A PyTorch-based project for training language models using Hugging Face Transformers, with uv for modern Python dependency management.
🚀 New to this project? Check out QUICKSTART.md for a step-by-step guide!
🐳 Want to use Docker? See DOCKER.md for isolated development environment!
📊 Need to monitor training? See TENSORBOARD.md and WANDB.md for visualization guides!
💾 Want to use trained models? See CHECKPOINT_USAGE.md for loading checkpoints and running inference!
🔷 Need PyTorch Geometric?

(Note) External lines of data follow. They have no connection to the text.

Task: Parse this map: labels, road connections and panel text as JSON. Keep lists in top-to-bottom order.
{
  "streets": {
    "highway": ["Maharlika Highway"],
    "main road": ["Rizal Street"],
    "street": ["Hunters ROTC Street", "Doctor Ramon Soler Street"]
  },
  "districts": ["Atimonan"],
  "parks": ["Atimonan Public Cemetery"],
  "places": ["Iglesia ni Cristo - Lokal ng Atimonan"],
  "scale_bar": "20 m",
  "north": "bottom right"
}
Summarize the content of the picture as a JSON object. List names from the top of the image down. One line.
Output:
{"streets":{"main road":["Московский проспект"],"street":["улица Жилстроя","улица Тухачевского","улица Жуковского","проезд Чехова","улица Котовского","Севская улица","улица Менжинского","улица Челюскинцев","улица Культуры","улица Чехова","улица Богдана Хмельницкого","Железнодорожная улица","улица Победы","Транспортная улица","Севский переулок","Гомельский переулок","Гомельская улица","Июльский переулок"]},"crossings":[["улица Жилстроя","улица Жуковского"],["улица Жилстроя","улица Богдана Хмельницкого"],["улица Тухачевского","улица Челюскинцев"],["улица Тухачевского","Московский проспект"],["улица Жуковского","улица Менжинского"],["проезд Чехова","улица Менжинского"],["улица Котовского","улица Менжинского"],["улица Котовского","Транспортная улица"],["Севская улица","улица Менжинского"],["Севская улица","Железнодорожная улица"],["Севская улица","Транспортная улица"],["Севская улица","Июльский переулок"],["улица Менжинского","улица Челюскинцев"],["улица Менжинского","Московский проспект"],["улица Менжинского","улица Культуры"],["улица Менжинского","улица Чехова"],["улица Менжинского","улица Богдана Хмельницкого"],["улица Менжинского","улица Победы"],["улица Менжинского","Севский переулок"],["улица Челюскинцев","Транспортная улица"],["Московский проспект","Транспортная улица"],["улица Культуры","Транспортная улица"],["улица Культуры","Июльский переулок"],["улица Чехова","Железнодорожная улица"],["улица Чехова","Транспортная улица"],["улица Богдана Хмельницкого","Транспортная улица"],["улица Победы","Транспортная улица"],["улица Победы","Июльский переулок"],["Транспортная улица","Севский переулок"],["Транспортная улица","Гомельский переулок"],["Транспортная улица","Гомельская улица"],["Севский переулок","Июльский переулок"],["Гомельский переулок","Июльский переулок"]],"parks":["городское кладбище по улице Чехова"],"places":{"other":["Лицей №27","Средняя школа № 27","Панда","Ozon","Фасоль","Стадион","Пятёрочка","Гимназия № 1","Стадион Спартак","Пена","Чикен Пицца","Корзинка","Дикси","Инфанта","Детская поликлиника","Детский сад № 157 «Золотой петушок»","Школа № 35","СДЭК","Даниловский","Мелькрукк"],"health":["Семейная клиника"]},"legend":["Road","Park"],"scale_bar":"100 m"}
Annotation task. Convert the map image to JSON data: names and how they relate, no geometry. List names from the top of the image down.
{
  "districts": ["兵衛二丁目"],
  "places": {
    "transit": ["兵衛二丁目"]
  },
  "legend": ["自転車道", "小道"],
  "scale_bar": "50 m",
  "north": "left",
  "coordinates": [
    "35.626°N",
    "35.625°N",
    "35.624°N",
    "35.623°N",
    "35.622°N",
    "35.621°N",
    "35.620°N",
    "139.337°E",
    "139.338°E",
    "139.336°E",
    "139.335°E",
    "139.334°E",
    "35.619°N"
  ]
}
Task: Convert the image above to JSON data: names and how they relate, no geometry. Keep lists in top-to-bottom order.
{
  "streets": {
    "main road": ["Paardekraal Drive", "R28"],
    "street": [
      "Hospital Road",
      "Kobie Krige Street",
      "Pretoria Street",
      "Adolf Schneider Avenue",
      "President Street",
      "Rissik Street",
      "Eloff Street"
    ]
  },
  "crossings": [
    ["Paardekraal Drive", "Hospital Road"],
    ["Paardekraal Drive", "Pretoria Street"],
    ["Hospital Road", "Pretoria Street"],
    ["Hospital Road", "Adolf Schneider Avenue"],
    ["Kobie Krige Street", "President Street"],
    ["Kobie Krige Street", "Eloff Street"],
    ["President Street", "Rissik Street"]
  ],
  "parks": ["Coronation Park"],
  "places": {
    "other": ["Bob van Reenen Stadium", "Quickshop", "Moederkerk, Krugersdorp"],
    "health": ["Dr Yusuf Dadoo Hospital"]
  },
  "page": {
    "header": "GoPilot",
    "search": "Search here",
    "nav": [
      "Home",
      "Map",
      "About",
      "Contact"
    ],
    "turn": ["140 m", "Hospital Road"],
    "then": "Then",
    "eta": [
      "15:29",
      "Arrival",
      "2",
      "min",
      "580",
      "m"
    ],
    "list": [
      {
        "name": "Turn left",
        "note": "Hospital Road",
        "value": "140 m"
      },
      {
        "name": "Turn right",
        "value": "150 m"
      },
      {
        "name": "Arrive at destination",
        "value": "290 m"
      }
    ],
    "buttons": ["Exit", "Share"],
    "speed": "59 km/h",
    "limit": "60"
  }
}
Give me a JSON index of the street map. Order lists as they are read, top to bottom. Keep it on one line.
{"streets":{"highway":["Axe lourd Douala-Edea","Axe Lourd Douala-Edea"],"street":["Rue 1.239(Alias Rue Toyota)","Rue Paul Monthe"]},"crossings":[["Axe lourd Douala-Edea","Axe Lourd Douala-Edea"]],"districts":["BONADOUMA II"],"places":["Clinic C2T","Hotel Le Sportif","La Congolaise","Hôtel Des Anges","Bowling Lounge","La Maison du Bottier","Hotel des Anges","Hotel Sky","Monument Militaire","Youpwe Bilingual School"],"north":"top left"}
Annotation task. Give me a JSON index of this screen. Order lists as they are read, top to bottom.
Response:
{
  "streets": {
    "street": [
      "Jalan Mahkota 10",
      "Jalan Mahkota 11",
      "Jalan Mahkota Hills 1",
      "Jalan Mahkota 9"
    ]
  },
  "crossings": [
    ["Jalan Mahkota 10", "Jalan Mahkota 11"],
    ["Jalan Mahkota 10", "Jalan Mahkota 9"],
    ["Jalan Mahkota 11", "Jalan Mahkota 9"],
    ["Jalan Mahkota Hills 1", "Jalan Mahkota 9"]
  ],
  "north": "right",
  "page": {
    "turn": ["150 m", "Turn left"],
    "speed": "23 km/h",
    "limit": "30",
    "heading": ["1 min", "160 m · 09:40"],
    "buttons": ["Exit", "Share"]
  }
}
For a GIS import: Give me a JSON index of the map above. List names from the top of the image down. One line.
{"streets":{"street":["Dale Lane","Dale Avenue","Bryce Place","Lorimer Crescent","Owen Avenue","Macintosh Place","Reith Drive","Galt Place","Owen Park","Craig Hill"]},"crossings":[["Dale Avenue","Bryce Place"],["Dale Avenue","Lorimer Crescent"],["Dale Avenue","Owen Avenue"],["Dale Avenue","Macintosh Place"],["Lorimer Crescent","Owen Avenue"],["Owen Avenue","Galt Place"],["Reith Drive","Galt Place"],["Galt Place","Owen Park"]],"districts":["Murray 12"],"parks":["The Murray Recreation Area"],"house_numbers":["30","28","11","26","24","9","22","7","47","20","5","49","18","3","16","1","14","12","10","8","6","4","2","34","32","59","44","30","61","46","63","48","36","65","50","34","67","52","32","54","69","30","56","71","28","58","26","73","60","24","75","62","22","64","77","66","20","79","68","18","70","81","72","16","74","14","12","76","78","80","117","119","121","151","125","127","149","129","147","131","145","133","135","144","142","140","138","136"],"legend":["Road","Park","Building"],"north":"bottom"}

See PYTORCH_GEOMETRIC.md for installing PyG with PyTorch 2.9.1 + CUDA 12.8!
- PyTorch: State-of-the-art deep learning framework (CUDA 12.8)
- Hugging Face Transformers: Access to thousands of pre-trained models
- Accelerate: Simplified distributed training
- DeepSpeed: Advanced distributed training optimization
- Datasets: Easy access to datasets from Hugging Face Hub
- TensorBoard: Visualization and experiment tracking
- Weights & Biases: Experiment tracking and collaboration
- Loguru: Better Python logging
- JupyterLab: Interactive development environment
- NetworkX: Graph and network analysis
- PyTorch Geometric (optional): Graph neural networks (build from source for PyTorch 2.9.1)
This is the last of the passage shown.